I was sixteen, and had just gotten my first paycheck from a chain restaurant, where I was working as a hostess. The excitement of this event was overshadowed by my stepfather’s admission into the hospital earlier that week for a perforated appendix. He had been diagnosed, several years earlier, with an auto-immune disease that hinders his immune system’s ability to recover. The appendix incident, as I recall, had kept him in the hospital for several weeks.
After picking up my (first!) paycheck, I began my drive over to the hospital to spend some time with him and my mom. She was spending each night with him, in a stiff hospital chair. I called her on my way there to see if she wanted me to bring her anything from the house. My stepfather, let’s call him D, wanted me to grab a black 3-ring binder for him that was sitting atop his desk, she said, and would I mind bringing her a change of clothes?

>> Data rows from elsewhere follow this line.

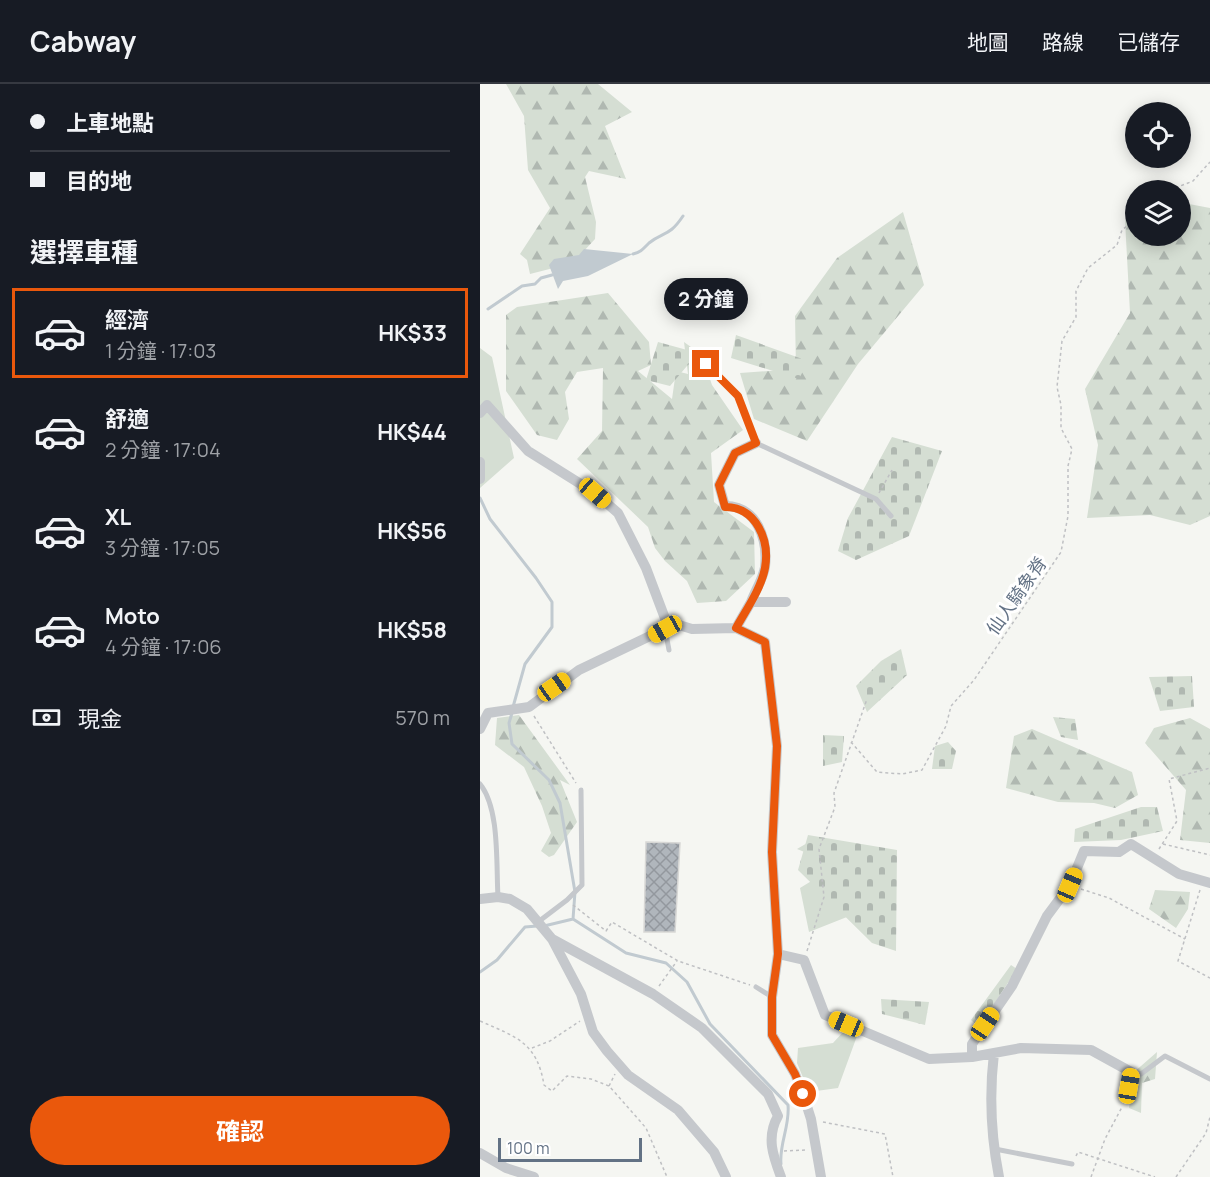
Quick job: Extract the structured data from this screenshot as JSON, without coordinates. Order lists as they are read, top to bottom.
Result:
{
  "streets": {
    "path": ["仙人騎象脊"]
  },
  "scale_bar": "100 m",
  "page": {
    "header": "Cabway",
    "nav": ["地圖", "路線", "已儲存"],
    "banner": ["上車地點", "目的地"],
    "heading": "選擇車種",
    "bubble": "2 分鐘",
    "list": [
      {
        "name": "經濟",
        "note": "1 分鐘 · 17:03",
        "value": "HK$33"
      },
      {
        "name": "舒適",
        "note": "2 分鐘 · 17:04",
        "value": "HK$44"
      },
      {
        "name": "XL",
        "note": "3 分鐘 · 17:05",
        "value": "HK$56"
      },
      {
        "name": "Moto",
        "note": "4 分鐘 · 17:06",
        "value": "HK$58"
      }
    ],
    "pay": ["現金", "570 m"],
    "buttons": "確認",
    "scale": "100 m"
  }
}
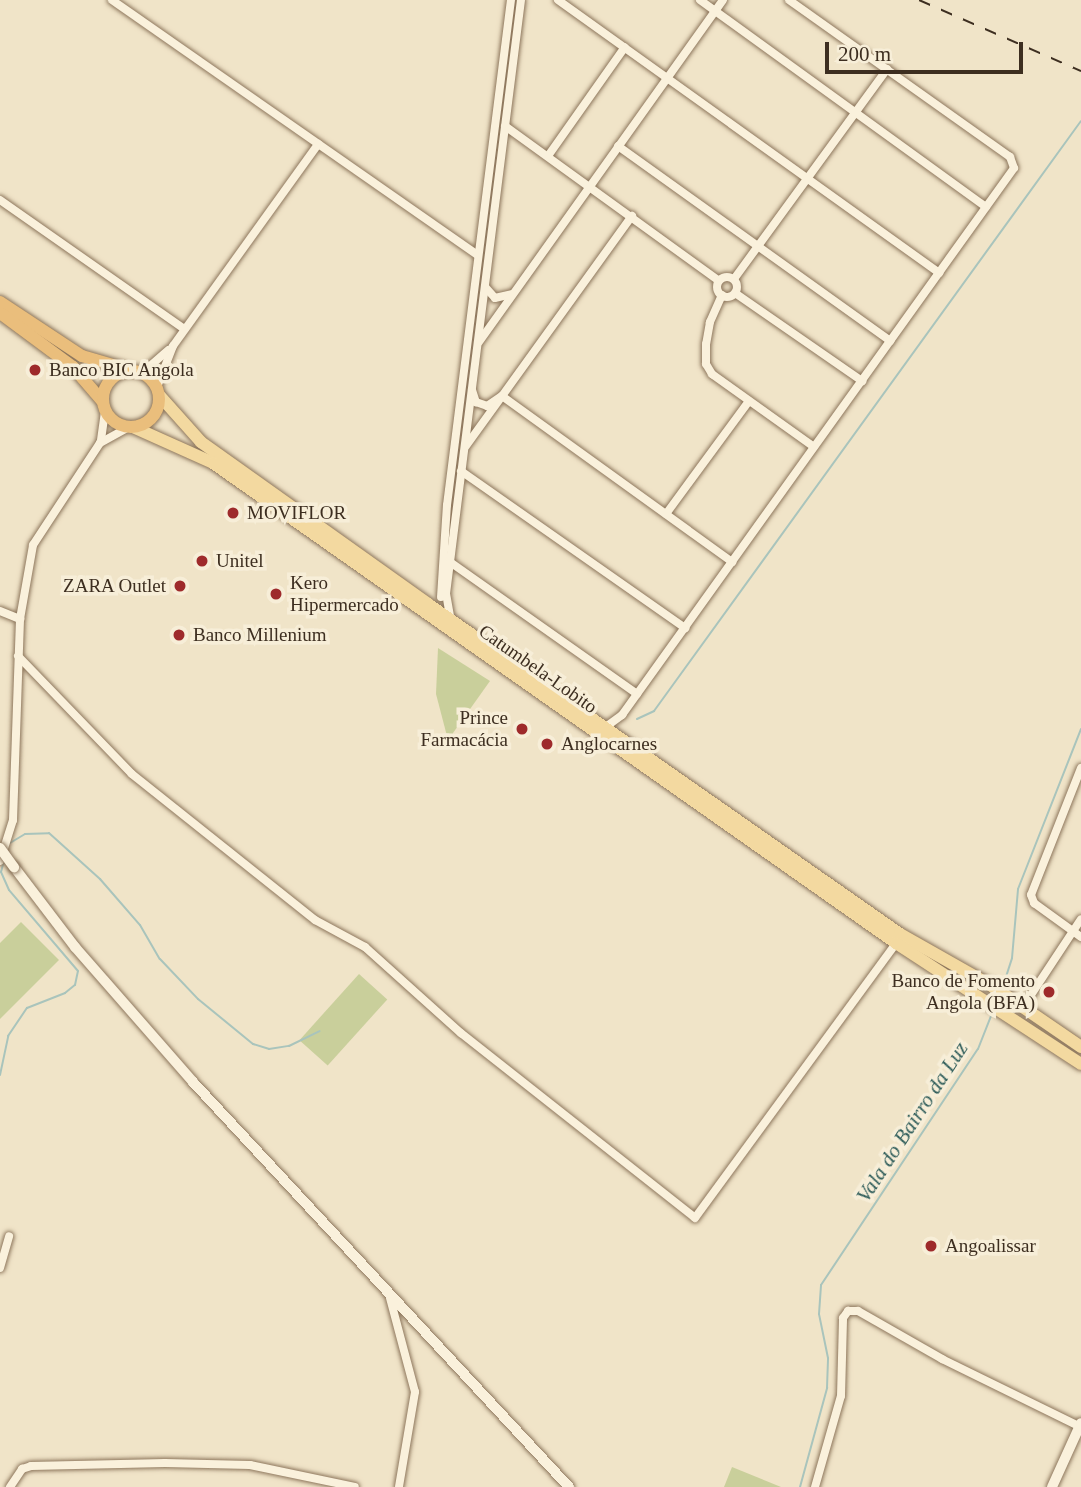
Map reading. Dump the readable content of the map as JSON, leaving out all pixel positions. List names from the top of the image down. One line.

I quickly stopped at the house and grabbed everything I had been asked to, including the binder from D’s office. When I arrived at the hospital, he was obviously in pain, but smiling right through it. He asked me if I remembered the binder. Of course, I said, reaching out to hand it to him. He asked me if I picked up my paycheck. I told him I had. He asked me to find a pen and pull up a chair beside his bed. So I did. Handing the black binder back to me, he asked me to bring out my paycheck and open the binder.
Within that binder were several perfectly printed pages, all titled “Brainiac’s Budget.” Each page contained a spreadsheet, one for each pay cycle, with various spending and saving categories. He was very excited about this. I groaned. “Do we have to do this now?” I whined. “Maybe you should be getting some rest.” No go. The next forty-five minutes of that night were spent carefully reviewing my budget, together, and filling in the spreadsheet as appropriate. I will honestly say that I hated it.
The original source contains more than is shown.